Heute ist der 10.05.2026 und die Luft in Gernlinden ist prickelnd. Ein ganz besonderer Tag für die Gemeinde, denn die feierliche Eröffnung des neuen Gebäudes der Integrierten Leitstelle (ILS) hat stattgefunden! Ein stattliches Bauwerk mit 350 Quadratmetern Fläche und stolzen acht Metern Höhe steht nun bereit, um die Koordination von Einsätzen für sage und schreibe 640.000 Menschen zu übernehmen. Da kann man nur staunen! Die ILS wird für die Landkreise Bruck, Dachau, Starnberg und Landsberg zuständig sein und das ist nicht einfach nur eine Zahl – das sind unzählige Menschenleben, die in Notfällen auf schnelle Reaktionen angewiesen sind.

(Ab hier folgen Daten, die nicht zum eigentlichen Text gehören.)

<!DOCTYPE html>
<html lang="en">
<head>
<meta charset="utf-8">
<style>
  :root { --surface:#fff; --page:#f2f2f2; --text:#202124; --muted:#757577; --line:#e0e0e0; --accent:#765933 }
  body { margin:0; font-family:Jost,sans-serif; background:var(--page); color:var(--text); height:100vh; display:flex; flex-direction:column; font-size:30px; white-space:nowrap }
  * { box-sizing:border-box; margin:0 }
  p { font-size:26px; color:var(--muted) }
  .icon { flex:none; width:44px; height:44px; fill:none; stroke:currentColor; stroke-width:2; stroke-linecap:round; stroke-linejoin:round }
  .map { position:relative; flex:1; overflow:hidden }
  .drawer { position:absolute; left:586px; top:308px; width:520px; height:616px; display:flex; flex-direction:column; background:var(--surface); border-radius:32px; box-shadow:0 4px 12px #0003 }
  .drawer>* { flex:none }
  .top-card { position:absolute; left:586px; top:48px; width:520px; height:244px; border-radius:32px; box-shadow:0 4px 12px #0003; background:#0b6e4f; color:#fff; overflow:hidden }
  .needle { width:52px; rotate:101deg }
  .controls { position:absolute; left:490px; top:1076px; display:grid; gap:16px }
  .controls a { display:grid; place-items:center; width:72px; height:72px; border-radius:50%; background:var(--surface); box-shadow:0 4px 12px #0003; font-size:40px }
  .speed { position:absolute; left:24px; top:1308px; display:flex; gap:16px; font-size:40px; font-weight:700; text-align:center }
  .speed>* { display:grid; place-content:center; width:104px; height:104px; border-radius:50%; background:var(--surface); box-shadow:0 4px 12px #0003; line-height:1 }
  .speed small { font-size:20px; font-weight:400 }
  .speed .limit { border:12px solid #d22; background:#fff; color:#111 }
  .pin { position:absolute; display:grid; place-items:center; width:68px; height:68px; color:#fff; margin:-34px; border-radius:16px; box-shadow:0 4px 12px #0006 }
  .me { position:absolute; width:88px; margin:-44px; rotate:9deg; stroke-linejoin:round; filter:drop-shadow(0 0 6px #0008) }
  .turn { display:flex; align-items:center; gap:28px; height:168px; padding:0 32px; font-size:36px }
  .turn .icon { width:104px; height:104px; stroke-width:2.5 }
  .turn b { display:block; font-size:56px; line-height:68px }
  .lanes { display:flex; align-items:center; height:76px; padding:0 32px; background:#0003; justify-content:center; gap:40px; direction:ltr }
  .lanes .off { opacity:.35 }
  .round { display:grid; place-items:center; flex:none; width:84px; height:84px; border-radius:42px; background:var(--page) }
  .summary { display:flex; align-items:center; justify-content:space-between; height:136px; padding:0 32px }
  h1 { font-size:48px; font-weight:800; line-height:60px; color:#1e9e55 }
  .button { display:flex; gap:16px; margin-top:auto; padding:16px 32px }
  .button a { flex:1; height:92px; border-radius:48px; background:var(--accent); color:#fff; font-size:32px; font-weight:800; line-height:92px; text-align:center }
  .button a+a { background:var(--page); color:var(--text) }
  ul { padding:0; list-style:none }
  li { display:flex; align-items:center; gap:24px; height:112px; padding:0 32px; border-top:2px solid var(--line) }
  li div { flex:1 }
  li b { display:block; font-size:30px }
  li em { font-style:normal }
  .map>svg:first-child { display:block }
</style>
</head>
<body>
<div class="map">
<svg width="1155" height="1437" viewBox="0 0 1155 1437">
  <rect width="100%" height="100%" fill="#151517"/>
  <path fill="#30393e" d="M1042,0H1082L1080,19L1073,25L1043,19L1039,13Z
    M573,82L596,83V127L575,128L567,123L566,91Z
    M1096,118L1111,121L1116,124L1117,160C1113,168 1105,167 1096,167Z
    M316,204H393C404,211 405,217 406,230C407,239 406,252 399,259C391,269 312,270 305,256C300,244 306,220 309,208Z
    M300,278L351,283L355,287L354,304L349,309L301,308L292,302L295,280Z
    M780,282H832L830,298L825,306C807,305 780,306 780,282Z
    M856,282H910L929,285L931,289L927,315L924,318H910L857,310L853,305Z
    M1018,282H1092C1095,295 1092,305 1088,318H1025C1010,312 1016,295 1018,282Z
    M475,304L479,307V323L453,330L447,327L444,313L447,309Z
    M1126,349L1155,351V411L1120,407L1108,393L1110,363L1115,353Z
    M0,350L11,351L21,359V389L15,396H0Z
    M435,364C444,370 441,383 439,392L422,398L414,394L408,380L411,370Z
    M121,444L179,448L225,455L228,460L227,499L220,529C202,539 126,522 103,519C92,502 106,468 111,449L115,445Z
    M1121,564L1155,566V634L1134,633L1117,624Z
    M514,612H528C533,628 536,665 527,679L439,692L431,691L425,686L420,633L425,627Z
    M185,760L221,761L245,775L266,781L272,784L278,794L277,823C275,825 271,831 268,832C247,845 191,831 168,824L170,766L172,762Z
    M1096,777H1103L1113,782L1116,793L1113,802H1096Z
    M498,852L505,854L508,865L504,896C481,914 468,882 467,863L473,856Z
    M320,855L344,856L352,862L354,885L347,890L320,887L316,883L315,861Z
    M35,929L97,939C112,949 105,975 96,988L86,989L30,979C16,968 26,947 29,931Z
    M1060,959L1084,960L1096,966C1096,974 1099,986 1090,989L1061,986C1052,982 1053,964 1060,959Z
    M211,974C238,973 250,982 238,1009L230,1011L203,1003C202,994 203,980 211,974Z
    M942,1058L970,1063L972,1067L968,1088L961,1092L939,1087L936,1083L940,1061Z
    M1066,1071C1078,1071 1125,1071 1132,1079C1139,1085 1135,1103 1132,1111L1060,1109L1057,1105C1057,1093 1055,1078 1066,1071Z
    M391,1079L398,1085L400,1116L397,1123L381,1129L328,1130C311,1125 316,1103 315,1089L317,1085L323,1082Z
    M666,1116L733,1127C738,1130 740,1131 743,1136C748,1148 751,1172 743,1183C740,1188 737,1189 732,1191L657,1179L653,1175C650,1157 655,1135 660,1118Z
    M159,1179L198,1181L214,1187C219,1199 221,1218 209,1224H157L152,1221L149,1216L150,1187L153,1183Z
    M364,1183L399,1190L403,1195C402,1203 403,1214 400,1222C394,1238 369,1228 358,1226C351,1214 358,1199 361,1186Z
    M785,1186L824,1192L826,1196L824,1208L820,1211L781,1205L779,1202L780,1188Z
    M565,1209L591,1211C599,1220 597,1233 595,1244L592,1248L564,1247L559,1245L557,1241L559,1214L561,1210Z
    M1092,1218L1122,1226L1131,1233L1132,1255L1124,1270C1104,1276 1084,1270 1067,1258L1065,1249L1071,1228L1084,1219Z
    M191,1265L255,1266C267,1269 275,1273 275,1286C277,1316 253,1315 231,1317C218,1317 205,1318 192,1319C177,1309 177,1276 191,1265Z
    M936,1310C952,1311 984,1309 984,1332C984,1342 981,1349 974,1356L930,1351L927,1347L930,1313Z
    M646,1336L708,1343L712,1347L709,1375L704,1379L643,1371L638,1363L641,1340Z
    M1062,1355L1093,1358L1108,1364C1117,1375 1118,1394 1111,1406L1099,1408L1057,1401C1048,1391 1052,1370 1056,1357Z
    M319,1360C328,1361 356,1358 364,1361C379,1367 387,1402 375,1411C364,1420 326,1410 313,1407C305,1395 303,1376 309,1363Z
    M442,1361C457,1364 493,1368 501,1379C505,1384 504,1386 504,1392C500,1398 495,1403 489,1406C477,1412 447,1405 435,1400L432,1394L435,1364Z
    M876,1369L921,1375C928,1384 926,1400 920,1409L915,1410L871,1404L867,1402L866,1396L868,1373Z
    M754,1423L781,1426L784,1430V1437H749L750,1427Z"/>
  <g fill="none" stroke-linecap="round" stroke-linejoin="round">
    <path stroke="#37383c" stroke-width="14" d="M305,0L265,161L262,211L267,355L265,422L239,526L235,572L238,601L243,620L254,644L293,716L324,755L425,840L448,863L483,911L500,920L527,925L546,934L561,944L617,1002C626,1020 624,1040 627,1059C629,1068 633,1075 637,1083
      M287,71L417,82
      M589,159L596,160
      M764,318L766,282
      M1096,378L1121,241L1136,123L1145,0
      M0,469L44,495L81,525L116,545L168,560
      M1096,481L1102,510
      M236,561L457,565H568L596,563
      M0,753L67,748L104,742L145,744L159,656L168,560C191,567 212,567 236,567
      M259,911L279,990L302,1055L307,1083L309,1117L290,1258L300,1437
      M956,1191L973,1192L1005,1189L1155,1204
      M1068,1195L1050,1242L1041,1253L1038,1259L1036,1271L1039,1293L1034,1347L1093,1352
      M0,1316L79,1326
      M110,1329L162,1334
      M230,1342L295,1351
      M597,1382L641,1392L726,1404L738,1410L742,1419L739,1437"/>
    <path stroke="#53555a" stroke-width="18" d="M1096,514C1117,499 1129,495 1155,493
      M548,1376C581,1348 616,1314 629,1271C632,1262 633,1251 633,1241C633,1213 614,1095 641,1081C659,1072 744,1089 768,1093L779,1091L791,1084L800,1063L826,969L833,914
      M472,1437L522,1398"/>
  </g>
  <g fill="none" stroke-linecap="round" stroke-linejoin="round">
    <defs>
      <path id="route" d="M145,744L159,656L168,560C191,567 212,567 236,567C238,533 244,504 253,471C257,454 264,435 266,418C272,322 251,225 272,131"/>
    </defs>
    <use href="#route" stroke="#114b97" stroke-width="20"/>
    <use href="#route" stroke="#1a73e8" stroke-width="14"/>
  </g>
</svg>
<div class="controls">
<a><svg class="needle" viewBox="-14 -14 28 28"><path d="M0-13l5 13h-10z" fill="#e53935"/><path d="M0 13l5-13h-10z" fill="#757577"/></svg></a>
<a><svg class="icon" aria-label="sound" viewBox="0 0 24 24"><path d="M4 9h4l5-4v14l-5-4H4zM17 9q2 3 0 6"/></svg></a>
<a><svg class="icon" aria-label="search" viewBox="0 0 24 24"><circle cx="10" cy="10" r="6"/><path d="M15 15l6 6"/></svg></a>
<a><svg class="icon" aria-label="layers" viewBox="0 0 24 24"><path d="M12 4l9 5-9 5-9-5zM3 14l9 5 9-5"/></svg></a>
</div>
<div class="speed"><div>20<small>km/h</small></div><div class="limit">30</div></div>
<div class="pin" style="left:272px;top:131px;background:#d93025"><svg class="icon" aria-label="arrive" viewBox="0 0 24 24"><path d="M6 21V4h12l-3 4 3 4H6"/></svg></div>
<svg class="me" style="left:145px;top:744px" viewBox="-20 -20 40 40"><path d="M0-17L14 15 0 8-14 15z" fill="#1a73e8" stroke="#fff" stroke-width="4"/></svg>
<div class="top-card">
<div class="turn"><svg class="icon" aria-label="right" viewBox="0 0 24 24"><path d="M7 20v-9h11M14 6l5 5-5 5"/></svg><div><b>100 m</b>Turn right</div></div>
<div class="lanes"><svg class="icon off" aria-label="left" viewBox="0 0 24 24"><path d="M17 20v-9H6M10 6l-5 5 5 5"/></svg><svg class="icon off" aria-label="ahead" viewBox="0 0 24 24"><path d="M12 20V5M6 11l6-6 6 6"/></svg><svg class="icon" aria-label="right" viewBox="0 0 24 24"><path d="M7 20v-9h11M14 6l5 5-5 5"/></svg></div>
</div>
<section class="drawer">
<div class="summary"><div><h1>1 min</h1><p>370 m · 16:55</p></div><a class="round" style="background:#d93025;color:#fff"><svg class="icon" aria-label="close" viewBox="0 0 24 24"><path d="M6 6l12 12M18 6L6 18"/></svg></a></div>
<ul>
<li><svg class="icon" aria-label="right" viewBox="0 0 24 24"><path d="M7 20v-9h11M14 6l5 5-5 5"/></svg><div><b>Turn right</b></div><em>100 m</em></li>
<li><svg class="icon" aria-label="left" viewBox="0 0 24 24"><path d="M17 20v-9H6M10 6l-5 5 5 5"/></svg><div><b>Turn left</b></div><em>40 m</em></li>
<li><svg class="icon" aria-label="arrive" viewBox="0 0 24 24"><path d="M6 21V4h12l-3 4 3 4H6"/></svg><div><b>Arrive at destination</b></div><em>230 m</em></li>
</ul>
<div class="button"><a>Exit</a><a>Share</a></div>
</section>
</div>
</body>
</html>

Die Eröffnungsfeier war gut besucht. Landräte, Bayerns Innenminister Joachim Herrmann, Bundestags- und Landtagsabgeordnete sowie Vertreter von Blaulichtorganisationen und Kommunalpolitik waren unter den Gästen. Ein echter Mix aus Politik und Praxis, der zeigt, wie wichtig diese neue Einrichtung ist. Der Höhepunkt der Veranstaltung war sicherlich der kirchliche Segen, den Dekan Markus Ambrosy und Pfarrer Terence Pallibarambil dem Neubau gegeben haben. Man spürte die Vorfreude in der Luft – jeder weiß, dass hier etwas Großes entsteht.

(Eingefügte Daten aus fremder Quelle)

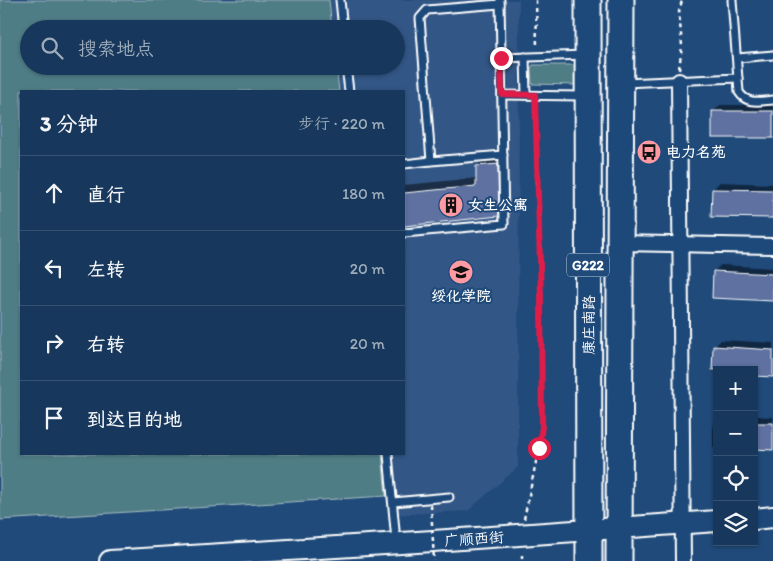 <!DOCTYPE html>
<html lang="zh">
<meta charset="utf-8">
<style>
:root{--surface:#17385c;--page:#203f62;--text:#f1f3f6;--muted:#9eacbb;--line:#365272}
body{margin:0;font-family:Itim,"LXGW WenKai TC",sans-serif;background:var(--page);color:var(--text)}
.controls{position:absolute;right:15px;bottom:15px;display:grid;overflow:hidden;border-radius:0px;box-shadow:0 1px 4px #0004}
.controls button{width:45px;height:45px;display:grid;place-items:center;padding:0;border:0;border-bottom:1px solid var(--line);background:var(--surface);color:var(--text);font:25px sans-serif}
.stop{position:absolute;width:15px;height:15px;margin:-11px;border:4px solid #e11d48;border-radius:50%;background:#fff}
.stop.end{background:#e11d48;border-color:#fff;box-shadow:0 1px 5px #0008}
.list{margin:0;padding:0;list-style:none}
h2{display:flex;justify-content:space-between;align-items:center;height:65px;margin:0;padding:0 20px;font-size:21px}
h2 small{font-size:16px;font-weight:400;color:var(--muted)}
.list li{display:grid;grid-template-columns:32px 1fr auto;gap:15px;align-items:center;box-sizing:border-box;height:75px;padding:0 20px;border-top:1px solid var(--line)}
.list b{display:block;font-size:19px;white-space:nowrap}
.list em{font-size:16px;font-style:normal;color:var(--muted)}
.icon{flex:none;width:28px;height:28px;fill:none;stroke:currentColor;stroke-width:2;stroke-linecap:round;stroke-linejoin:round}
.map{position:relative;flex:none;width:773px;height:561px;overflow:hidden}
.search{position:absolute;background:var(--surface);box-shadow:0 1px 4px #0004;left:20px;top:20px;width:385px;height:55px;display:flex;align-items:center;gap:12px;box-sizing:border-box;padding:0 18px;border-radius:28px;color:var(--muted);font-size:19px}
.panel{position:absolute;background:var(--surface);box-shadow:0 1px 4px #0004;left:20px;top:90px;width:385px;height:365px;border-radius:0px}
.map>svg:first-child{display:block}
.built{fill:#325685}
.green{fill:#507d86;stroke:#a8bec2}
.shadow{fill:#0007}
.building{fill:#5e71a0;stroke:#fff}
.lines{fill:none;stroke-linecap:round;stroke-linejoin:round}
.lane-casing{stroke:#fff;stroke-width:11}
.street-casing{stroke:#fff;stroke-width:18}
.secondary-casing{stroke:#fff;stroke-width:24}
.highway-casing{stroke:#fff;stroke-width:29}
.path{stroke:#fff;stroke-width:2.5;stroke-dasharray:4 4;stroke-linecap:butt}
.lane{stroke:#1f4a7a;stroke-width:7}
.street{stroke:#1f4a7a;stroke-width:14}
.secondary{stroke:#1f4a7a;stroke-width:20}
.highway{stroke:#1f4a7a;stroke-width:25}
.path-bridge{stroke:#fff;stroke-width:2.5;stroke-dasharray:4 4;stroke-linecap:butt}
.route{stroke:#e11d48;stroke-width:6}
.labels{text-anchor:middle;stroke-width:4;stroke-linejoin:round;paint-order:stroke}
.shield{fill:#1f4a7a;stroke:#bcc9d7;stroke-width:1}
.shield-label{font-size:14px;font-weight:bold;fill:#fff}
.poi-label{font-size:15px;font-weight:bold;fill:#fff;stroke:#1f4a7a;text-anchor:start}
.street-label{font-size:15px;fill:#fff;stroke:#1f4a7a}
</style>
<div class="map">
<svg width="773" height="561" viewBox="0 0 773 561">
<rect width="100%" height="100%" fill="#1f4a7a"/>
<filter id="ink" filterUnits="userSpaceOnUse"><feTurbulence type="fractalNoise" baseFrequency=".02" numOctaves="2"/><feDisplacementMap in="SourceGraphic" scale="10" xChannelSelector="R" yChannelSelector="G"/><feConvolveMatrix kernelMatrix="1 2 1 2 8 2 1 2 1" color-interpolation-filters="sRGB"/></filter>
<g filter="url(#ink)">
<path class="built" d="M329 0H519L518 467 468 511 388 515 382 454H404V91H339L336 66H396V29H332Z"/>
<g class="green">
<path d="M0 0H329L332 29H29V66H336L339 91H21V454H382L386 496 0 520Z"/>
<path d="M533 65H577L576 85 532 84 531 68Z"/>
</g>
<g class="shadow">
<path d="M720 105H773V137L713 112Z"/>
<path d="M507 155 508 205 498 215 404 225V185L477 178V166L487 156Z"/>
<path d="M720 182 773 184V217L713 189Z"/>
<path d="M721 265 773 268V299L714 271Z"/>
<path d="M721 340 773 343V375L754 370H717V372H713L715 346Z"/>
<path d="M754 416 773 417V448H754Z"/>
<path d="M717 419V447H713V422Z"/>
</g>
<g class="building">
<rect x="712" y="111" width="61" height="27"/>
<path d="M498 164 499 216 404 226V193L476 186V166Z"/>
<path d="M712 189 773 190V218L711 217Z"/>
<path d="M713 271 773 274V301L712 298Z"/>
<path d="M713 346 773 350V377L754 376V370H712Z"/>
<path d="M754 423H773V450L754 449Z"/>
</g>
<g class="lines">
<defs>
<g id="lane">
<path d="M340 0 343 29"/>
<path d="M732 0 739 92C747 105 760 101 773 100"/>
<path d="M525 57 526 95"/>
<path d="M501 58 585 55"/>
<path d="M737 58 773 55"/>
<path d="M346 66 349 91"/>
<path d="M624 83 738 78"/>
<path d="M502 95 585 96"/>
<path d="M431 161 503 155"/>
<path d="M404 164 431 161 420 18 427 10 500 4"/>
<path d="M404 233 504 224 500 0"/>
<path d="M388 454 396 541"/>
<path d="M393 502 449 497"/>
</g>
<g id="street">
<path d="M679 81 683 561"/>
<path d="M620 243 773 246"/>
</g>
<g id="secondary">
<path d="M754 519 773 517"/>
<path d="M110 561 433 541 717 521"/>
</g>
<g id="highway">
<path d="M588 0 589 561"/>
<path d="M619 561 621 0"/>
</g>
</defs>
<use href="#lane" class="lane-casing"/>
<use href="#street" class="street-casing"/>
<use href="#secondary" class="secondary-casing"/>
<use href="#highway" class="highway-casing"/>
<g class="path">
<path d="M536 0 537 48"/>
<path d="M679 69 682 46 679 12 682 0"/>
<path d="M524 519 539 448 542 426 541 297 535 104"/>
<path d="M522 555V561"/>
</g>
<use href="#lane" class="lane"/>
<use href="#street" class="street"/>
<use href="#secondary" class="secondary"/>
<use href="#highway" class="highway"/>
<path class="path-bridge" d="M431 505 434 561"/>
</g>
</g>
<g class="lines" filter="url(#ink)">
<path class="route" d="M501 58 502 94 535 95 541 297 542 426 539 448"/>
</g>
<defs>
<symbol id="bus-disc" viewBox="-11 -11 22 22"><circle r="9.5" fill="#ff9aa2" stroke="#1f4a7a"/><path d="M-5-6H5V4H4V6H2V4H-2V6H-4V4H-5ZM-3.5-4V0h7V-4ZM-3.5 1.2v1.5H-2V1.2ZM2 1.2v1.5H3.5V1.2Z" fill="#111"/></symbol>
<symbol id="building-disc" viewBox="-11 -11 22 22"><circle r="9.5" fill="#ff9aa2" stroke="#1f4a7a"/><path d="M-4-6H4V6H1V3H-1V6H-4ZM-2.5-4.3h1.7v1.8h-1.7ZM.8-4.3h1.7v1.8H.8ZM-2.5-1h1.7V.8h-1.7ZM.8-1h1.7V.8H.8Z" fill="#111"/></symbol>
<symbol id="university-disc" viewBox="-11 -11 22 22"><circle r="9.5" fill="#ff9aa2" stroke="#1f4a7a"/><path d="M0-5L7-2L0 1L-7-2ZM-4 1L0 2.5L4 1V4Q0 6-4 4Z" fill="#111"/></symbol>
</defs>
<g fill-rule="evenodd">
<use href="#bus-disc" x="635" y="138" width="28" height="28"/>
<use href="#building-disc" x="437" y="191" width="28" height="28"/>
<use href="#university-disc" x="447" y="258" width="28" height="28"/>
</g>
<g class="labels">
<rect class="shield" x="567" y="253.5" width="42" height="23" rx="4"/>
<g class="shield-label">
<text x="588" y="270">G222</text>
</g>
<g class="poi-label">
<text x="666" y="157">电力名苑</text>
<text x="468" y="210">女生公寓</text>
<text x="461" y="301" text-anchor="middle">绥化学院</text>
</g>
<g class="street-label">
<text transform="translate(589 325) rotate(-90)" y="5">康庄南路</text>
<text transform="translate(474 539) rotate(-4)" y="5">广顺西街</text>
</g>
</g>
</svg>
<div class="controls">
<button>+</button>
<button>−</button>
<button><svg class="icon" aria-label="locate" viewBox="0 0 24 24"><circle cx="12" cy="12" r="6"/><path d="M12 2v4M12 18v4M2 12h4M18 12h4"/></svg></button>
<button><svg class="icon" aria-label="layers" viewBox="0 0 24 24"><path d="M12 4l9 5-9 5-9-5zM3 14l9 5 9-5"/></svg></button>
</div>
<div class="stop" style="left:539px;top:448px"></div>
<div class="stop end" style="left:501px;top:58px"></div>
<div class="search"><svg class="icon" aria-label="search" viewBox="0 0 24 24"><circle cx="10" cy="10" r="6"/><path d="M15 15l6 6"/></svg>搜索地点</div>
<section class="panel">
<h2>3 分钟<small>步行 · 220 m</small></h2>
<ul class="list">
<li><svg class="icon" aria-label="ahead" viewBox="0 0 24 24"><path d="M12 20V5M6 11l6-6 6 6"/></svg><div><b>直行</b></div><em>180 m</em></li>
<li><svg class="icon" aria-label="left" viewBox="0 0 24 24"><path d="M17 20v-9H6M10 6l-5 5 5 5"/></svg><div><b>左转</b></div><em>20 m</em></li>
<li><svg class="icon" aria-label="right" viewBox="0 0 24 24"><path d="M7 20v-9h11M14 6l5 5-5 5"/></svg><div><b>右转</b></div><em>20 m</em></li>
<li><svg class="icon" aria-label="arrive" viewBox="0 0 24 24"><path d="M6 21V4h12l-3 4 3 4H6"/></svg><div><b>到达目的地</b></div></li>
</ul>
</section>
</div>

Das Herzstück der Integrierten Leitstelle
Das Herzstück der ILS ist ohne Zweifel der Leitstellenraum. Mit zwölf Einsatzleitplätzen und fünf Bildschirmen ausgestattet, zeigt dieser Raum alles, was man für schnelle Entscheidungen benötigt: Notrufe, verfügbare Rettungsfahrzeuge, Notärzte, Krankenhauskapazitäten und geografische Informationen. Man kann sich wirklich vorstellen, wie hier in Krisensituationen die Köpfe rauchen – und das nicht nur wegen der Technik! Die Disponenten können sich auf optimale Arbeitsbedingungen freuen, da Blendung und Lärm durch durchdachte Gestaltung minimiert werden. Eine echte Wohltat in stressigen Situationen!
Der Bau hat satte drei Jahre in Anspruch genommen. Angefangen hat alles mit der Entscheidung für den Neubau im Jahr 2018 und der Grundstückssuche 2019. Es ist schon erstaunlich, wie viel Planung und Aufwand in so einem Projekt steckt. Insgesamt belaufen sich die Investitionskosten auf 47 Millionen Euro, wobei ein Zuschuss des Freistaats von über drei Millionen Euro zu erwarten ist. Auch die Umwelt kommt nicht zu kurz: Die Fassade und Dachfläche sind begrünt und auf dem Dach sorgen Solarmodule für den nötigen Strom. Ein Schritt in die richtige Richtung, nicht wahr?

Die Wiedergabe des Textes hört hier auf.